Dickens was born in 1812 and was a product of the Industrial Revolution, a revolution that saw the rise of factories in England between 1770 and 1840. Dickens was rather poor, had no proper education and worked in a blacking factory. All this made him unhappy. He worked hard to educate himself and write novels to make a decent living. Dickens, like Gradgrind, had no time for idle fancy.

The people of Coketown have no life at all, as people of Great Expectations do. We feel that characters in Hard Times have no energy at all. Dickens knew London better than Coketown but he could still bring out the listlessness of the townsfolk in Coketown. Dickens shows the dehumanizing aspects of industrialization in urban Victorian society but does not show details of the environment. English factories were destroying the bucolic landscape and the economic power that was arising from them was changing the social order making some wealthy while leaving others rather poor. The soot-coated, black and savage Coketown gives the feeling of repetitiveness, monotony and drudgery. Both its streets and inhabitants have lost their uniqueness and they look alike. The repeated use of the word “same” and the phrase “like one another” reveals both the monotony of Coketown and the drudgery of its inhabitants. Everything in the redbrick Coketown is “severely workful” and the idea of sameness extends to the eighteen churches of different “religious persuasions,” the jail, infirmary, town hall, school and cemetery. The blasting furnaces of Coketown make it hot as hell; the gas-filled air makes people feel suffocated.

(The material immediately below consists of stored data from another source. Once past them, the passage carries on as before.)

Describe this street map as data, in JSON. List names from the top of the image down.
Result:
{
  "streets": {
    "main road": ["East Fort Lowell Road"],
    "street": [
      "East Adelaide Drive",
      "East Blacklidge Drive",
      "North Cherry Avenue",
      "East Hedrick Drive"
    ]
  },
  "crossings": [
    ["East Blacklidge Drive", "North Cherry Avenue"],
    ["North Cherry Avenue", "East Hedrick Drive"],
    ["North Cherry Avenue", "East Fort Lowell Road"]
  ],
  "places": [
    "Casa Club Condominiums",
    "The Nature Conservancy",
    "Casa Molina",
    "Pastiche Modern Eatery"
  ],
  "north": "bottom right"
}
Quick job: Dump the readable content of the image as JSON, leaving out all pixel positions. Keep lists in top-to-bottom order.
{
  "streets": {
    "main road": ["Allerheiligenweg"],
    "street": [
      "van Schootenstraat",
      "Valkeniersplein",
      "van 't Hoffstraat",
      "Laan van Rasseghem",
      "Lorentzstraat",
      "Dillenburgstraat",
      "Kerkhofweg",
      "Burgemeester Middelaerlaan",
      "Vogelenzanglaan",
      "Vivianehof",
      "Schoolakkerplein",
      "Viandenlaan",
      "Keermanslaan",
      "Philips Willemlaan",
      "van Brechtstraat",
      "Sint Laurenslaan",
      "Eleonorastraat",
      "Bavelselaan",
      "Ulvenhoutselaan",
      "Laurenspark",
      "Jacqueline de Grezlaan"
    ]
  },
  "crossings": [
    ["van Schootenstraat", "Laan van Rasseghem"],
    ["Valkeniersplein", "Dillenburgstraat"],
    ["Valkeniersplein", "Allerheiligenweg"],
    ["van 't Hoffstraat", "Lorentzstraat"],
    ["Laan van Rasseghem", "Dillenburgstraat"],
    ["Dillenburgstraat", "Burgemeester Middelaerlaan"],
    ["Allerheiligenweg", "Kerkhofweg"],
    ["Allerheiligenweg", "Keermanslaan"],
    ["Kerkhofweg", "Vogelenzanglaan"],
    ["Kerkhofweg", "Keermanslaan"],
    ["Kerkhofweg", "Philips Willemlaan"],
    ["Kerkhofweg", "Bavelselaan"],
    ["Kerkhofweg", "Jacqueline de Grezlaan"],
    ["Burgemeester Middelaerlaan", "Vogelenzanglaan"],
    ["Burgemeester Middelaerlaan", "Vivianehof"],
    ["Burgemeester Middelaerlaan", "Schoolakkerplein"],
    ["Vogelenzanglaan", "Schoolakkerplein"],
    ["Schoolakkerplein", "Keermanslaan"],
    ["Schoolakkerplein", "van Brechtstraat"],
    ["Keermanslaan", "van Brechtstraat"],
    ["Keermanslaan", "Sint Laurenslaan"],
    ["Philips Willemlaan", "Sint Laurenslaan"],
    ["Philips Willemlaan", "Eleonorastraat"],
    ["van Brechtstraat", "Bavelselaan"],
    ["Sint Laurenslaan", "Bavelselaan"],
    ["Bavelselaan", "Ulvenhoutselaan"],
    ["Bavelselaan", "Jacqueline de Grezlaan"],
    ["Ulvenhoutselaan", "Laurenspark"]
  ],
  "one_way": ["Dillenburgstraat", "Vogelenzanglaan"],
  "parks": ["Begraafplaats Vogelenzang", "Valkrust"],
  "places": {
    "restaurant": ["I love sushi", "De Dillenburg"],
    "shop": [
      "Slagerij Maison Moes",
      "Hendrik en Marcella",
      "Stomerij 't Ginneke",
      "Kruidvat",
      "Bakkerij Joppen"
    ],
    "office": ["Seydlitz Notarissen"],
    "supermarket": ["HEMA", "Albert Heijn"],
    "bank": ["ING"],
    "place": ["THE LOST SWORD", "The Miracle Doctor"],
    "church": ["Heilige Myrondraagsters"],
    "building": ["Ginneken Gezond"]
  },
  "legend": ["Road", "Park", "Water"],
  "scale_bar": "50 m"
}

Social criticism saw the novel as a novel of “passionate revolt” where there were no villains or heroes, but only oppressors and victims. And the culprit, if there was one, was industry. Socialists saw the machine as a symbol of oppression when controlled by money-making capitalists. Dickens has lost his good humor. His tone becomes quite serious. Cecilia Jupe and Louisa are serious and suffering characters. Though humble and natural, Sissy is predictably bookish. Louisa is tragic.

The novel ends in a thematic balance. The novel begins with the childhood of the mind and ends with the childhood of the body. Dickens begins the story with reason and hard facts and ends it with fancy and imagination. He believes that both machine and social graces should make life beautiful and worth living. The loss of balance in society was undoubtedly lamentable.

Dickens brings out the negative effects of Victorian Utilitarianism are seen in the characters of Thomas Gradgrind and Josiah Bounderby. The practical utilitarianism of Gradgrind and the egotism of Bounderby destroy the creative spirit and fellow feeling. Utilitarianism was a philosophy based on a minimalist view of man that understood human nature in terms of economic relations alone. Though riddled with self-contradictions it was responsible in some measure for reforms in administration, sanitation and education. Utilitarianism, though inspired by the theory of laissez faire came to represent a streamlined civil service and centralized governance. It was difficult to reconcile the Benthamite idea of general happiness of a political and legal kind with Adam Smith’s self-harmonizing economic principle of laissez-faire (minimum intervention from the law). Dickens seemed to be both a victim and chronicler of such a contradictory response to utilitarianism in Hard Times, both in his treatment of the theme of education and trade unionism.

Dickens wanted to restructure education and do away with unqualified teachers in schools. He strongly felt the need to provide training to teachers. As such, he introduced Mr. M’Choakumchild, fresh from a training college, accompanied by his wife, about to deliver his first classroom lecture. Though the satire, both in the choice of the name and presentation of character, seems inescapable, M’Choakumchild is after all a representative of a new school ideology. His Scottish-sounding name obviously refers to the importation of trained Scottish teachers in English schools. Obviously M’Choakumchild knows too much in a somewhat conceited way. He bores and confuses his simple-minded but ignorant students. Through M’Choakumchild, Dickens expressed some of the popular criticism against training schools of the time. Dickens wanted training schools to instruct teachers in teaching methodology and develop their intellect, not just impart some erudite scholarship.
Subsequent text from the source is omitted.